# YOUR OBJECTIVE:
The answer is the set of lines that include "water", copied from the data below.

** Opening GIVEN DATA block **

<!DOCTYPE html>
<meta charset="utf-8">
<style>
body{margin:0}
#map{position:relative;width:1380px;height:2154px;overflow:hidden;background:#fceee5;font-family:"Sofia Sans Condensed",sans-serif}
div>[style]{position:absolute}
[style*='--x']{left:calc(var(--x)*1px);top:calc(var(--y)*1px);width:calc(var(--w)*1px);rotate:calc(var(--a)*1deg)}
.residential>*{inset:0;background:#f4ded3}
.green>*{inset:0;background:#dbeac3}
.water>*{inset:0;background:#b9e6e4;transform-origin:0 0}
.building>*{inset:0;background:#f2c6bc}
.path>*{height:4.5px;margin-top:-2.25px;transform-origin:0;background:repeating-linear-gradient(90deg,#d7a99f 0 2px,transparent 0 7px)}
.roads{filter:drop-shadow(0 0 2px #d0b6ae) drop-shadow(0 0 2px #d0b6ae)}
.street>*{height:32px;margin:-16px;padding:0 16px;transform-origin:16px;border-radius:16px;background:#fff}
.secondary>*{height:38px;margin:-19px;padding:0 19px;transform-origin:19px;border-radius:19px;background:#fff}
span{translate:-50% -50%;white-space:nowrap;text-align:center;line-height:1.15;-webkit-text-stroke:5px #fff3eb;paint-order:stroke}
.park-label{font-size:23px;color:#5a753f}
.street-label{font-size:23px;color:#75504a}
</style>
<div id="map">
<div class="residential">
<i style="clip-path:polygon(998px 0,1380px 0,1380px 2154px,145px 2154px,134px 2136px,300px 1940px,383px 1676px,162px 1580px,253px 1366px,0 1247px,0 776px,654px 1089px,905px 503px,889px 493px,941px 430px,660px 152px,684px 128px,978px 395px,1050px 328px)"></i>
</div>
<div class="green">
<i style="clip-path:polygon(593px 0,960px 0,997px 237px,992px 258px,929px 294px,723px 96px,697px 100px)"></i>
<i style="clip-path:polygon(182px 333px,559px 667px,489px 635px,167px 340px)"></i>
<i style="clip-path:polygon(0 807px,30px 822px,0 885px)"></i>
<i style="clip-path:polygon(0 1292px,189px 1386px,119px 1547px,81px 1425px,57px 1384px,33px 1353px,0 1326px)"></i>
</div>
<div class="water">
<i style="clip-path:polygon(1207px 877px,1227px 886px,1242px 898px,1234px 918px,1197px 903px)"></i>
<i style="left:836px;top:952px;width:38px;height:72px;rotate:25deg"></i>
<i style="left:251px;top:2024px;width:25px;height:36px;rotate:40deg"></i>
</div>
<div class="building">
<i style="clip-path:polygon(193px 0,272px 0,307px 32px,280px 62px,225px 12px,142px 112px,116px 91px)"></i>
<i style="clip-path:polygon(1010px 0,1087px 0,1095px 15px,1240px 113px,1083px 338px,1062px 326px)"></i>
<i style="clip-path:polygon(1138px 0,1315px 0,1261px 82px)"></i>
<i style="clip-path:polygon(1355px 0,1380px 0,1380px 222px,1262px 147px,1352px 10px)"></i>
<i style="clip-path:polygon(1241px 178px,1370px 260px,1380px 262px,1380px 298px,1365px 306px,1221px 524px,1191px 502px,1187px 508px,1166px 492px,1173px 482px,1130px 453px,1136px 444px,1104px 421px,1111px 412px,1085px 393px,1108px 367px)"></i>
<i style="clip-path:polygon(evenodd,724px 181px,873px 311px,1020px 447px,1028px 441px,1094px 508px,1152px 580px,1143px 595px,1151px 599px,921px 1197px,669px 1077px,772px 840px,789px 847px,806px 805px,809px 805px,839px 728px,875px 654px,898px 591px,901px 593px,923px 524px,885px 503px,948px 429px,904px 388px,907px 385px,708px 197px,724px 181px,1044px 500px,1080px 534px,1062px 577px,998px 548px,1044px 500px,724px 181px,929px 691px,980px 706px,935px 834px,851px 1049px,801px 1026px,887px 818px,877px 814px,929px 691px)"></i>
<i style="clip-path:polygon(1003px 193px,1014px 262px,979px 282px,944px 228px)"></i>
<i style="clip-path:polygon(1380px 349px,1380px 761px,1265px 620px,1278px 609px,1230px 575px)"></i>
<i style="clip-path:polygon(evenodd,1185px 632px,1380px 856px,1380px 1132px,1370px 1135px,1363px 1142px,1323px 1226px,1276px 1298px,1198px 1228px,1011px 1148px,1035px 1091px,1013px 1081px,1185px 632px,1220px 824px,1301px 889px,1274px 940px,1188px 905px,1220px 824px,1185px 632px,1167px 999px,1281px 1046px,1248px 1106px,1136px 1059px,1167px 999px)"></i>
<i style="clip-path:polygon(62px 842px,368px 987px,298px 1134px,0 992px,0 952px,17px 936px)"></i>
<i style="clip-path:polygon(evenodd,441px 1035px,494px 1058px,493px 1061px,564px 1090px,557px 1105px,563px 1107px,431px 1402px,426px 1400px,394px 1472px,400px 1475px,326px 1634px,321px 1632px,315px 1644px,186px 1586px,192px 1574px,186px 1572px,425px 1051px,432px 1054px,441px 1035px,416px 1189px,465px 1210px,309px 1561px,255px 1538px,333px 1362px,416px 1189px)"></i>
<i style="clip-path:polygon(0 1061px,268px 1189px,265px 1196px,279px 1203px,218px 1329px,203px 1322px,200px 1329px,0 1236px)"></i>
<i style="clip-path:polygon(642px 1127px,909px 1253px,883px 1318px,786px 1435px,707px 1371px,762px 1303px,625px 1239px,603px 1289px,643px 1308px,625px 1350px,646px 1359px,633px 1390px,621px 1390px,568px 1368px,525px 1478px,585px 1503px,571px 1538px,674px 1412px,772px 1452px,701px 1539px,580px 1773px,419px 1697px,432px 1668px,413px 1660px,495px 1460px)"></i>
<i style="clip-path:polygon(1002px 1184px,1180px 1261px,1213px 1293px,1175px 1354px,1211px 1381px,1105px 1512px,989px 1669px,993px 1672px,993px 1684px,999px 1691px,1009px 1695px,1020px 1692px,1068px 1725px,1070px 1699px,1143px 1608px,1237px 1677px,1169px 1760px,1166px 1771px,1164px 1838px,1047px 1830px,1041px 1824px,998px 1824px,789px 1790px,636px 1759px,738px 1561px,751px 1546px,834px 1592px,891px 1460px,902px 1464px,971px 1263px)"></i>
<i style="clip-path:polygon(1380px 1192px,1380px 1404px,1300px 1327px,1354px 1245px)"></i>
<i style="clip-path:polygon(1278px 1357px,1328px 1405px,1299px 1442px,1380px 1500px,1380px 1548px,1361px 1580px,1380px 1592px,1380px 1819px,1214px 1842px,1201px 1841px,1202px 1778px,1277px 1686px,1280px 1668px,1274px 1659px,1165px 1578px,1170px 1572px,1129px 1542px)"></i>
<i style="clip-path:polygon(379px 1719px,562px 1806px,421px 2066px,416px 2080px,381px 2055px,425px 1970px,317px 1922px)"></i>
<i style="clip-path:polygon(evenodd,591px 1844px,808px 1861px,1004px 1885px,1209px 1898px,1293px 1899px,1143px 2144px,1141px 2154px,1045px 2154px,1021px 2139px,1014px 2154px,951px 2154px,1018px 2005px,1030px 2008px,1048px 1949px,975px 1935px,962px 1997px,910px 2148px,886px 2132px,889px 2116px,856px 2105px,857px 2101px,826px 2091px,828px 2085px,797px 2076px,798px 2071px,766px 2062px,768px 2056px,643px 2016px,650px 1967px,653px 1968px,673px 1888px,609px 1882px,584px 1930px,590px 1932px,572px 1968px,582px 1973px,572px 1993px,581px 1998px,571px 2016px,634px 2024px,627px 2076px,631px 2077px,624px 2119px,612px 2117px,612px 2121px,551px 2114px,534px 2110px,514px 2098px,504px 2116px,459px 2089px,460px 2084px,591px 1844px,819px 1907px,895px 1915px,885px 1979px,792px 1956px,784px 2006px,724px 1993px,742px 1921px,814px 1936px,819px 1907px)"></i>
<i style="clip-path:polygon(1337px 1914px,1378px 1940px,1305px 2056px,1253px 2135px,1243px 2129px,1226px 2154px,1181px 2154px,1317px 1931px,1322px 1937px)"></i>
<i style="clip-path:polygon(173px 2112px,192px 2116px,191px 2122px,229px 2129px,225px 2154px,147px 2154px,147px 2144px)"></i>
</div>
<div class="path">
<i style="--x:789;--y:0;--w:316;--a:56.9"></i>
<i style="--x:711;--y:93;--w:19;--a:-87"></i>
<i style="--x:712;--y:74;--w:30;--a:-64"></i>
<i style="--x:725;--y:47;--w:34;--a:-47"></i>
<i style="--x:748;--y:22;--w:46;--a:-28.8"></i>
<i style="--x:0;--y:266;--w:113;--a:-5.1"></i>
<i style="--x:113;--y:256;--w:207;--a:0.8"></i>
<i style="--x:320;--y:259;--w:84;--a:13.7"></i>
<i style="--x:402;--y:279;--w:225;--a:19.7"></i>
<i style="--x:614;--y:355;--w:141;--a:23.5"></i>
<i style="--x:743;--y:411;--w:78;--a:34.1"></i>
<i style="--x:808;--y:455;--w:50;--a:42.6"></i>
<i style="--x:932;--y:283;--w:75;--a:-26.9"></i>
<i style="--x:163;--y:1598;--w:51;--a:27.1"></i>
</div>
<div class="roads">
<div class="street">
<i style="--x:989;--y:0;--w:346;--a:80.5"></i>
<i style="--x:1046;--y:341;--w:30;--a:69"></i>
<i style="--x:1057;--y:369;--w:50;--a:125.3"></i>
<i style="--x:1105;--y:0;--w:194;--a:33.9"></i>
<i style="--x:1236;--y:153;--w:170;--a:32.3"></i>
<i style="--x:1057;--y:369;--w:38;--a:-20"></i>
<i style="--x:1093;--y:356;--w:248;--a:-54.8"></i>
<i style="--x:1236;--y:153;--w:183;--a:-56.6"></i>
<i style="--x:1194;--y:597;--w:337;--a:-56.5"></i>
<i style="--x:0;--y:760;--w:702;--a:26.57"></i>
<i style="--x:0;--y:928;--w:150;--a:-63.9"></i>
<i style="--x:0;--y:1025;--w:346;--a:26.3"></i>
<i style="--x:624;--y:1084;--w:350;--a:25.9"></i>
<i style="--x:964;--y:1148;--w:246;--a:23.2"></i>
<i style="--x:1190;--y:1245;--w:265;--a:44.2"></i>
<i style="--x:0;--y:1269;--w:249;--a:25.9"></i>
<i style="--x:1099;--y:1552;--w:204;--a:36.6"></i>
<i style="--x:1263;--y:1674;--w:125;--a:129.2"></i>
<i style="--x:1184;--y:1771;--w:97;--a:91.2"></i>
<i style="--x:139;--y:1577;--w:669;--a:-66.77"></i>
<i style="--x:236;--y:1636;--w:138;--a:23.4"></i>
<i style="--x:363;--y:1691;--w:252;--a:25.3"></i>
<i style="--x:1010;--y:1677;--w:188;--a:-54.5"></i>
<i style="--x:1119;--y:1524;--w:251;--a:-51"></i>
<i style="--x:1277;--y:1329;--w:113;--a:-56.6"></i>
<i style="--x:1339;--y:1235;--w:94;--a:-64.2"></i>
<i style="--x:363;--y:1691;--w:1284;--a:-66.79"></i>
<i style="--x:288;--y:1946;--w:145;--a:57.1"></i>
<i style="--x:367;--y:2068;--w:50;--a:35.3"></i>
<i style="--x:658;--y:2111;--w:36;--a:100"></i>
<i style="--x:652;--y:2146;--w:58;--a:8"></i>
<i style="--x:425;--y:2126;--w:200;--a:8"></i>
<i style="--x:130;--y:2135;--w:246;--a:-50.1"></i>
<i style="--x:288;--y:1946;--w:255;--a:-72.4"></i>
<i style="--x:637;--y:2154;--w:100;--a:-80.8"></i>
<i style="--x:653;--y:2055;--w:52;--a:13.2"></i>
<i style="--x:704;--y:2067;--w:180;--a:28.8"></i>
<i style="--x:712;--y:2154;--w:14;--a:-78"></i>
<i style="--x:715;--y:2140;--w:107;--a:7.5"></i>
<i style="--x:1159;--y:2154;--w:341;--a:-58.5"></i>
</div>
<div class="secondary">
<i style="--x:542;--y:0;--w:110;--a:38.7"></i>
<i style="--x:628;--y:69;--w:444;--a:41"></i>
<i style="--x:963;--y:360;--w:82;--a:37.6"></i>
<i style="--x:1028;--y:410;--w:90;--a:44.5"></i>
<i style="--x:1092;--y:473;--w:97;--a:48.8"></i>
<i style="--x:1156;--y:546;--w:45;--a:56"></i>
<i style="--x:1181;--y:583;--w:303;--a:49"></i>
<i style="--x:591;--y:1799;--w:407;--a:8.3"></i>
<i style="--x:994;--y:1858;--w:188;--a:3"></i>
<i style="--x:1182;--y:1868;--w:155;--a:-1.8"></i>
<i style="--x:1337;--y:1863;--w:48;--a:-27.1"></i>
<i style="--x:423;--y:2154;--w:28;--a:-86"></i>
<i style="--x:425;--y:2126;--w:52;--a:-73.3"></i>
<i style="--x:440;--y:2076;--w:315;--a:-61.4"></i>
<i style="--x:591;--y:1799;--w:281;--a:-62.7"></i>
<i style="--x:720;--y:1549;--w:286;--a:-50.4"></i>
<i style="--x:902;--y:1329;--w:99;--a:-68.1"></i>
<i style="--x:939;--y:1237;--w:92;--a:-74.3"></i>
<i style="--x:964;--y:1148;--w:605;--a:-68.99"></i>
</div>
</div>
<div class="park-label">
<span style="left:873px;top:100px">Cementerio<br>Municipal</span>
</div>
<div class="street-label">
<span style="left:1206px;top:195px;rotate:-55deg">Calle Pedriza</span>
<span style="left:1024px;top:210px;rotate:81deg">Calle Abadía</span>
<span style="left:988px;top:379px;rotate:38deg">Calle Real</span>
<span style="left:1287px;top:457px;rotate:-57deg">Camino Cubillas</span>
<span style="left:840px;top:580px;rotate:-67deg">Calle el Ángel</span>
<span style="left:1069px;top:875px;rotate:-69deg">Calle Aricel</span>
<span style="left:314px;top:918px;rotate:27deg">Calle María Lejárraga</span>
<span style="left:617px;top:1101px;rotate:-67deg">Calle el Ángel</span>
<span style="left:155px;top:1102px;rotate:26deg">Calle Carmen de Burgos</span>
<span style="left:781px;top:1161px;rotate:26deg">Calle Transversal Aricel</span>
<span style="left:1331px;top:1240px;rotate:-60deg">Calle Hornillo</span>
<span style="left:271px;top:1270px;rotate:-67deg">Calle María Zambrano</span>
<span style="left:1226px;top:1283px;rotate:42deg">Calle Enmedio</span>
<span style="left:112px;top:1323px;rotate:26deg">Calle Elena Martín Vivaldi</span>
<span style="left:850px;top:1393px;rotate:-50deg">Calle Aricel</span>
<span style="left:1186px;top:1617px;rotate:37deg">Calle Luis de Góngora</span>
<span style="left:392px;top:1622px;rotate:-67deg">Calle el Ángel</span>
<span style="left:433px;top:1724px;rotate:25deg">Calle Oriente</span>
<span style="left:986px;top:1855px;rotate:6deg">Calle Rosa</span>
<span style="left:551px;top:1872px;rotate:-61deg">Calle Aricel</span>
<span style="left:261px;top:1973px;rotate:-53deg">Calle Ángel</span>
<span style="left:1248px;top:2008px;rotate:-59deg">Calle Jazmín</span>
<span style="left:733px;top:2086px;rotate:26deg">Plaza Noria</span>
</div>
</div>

** Closing GIVEN DATA block **

# TASK ANSWER:
.water>*{inset:0;background:#b9e6e4;transform-origin:0 0}
<div class="water">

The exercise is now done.